### WHAT IS BEING ASKED
Each line holding the word "Littleton" must appear in the answer, copied from the entries.

******

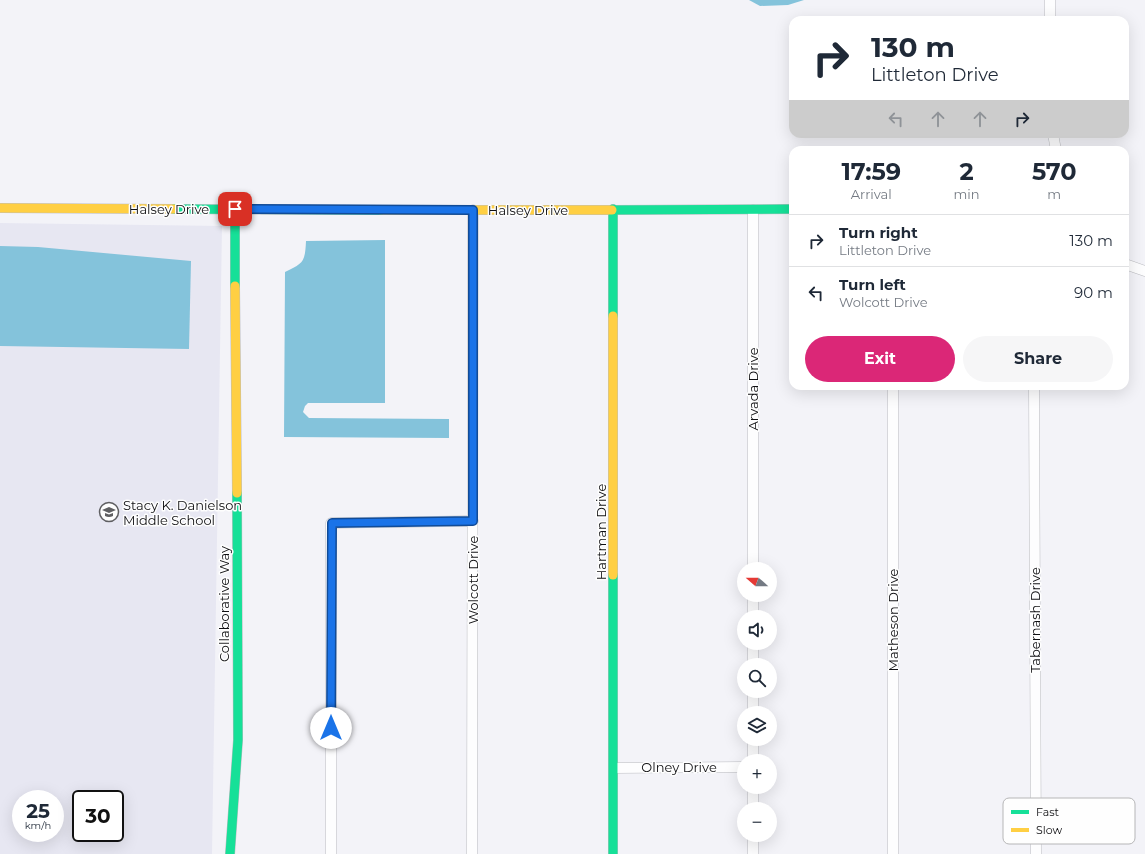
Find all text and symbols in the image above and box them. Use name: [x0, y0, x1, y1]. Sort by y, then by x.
text: 130 m: [871, 30, 955, 64]
icon: right: [805, 32, 857, 84]
text: Littleton Drive: [871, 64, 999, 86]
icon: left: [885, 108, 907, 130]
icon: ahead: [927, 108, 949, 130]
icon: ahead: [969, 108, 991, 130]
icon: right: [1011, 108, 1033, 130]
text: 17:59: [841, 157, 901, 186]
text: 2: [959, 157, 974, 186]
text: 570: [1032, 157, 1077, 186]
text: Arrival: [851, 186, 892, 202]
text: min: [953, 186, 980, 202]
text: m: [1047, 186, 1061, 202]
pin: [218, 192, 252, 226]
icon: arrive: [224, 198, 246, 220]
street label: Halsey Drive: [129, 201, 209, 217]
street label: Halsey Drive: [488, 202, 568, 218]
text: Turn right: [839, 223, 918, 242]
icon: right: [805, 230, 827, 252]
text: 130 m: [1069, 231, 1113, 250]
text: Littleton Drive: [839, 242, 931, 258]
text: Turn left: [839, 275, 906, 294]
icon: left: [805, 282, 827, 304]
text: 90 m: [1074, 283, 1113, 302]
text: Wolcott Drive: [839, 294, 928, 310]
button: Exit: [805, 336, 955, 382]
button: Share: [963, 336, 1113, 382]
street label: Arvada Drive: [745, 347, 761, 431]
street label: Hartman Drive: [593, 484, 609, 580]
place label: Stacy K. Danielson Middle School: [123, 497, 242, 528]
school or university icon: Stacy K. Danielson Middle School: [98, 501, 120, 523]
street label: Wolcott Drive: [465, 536, 481, 624]
street label: Collaborative Way: [216, 545, 232, 662]
north arrow: [737, 562, 777, 602]
map controls: [737, 562, 777, 842]
street label: Tabernash Drive: [1027, 567, 1043, 673]
street label: Matheson Drive: [885, 568, 901, 671]
button: sound: [737, 610, 777, 650]
button: search: [737, 658, 777, 698]
button: layers: [737, 706, 777, 746]
position arrow: [310, 707, 352, 749]
button: +: [737, 754, 777, 794]
street label: Olney Drive: [641, 759, 717, 775]
speed limit sign: 30: [72, 790, 124, 842]
legend: [1003, 798, 1135, 844]
text: 25: [26, 799, 50, 823]
button: −: [737, 802, 777, 842]
text: Fast: [1036, 805, 1060, 819]
text: km/h: [25, 819, 51, 832]
text: Slow: [1036, 823, 1062, 837]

******

### RESPONSE TO THIS TASK
text: Littleton Drive: [871, 64, 999, 86]
text: Littleton Drive: [839, 242, 931, 258]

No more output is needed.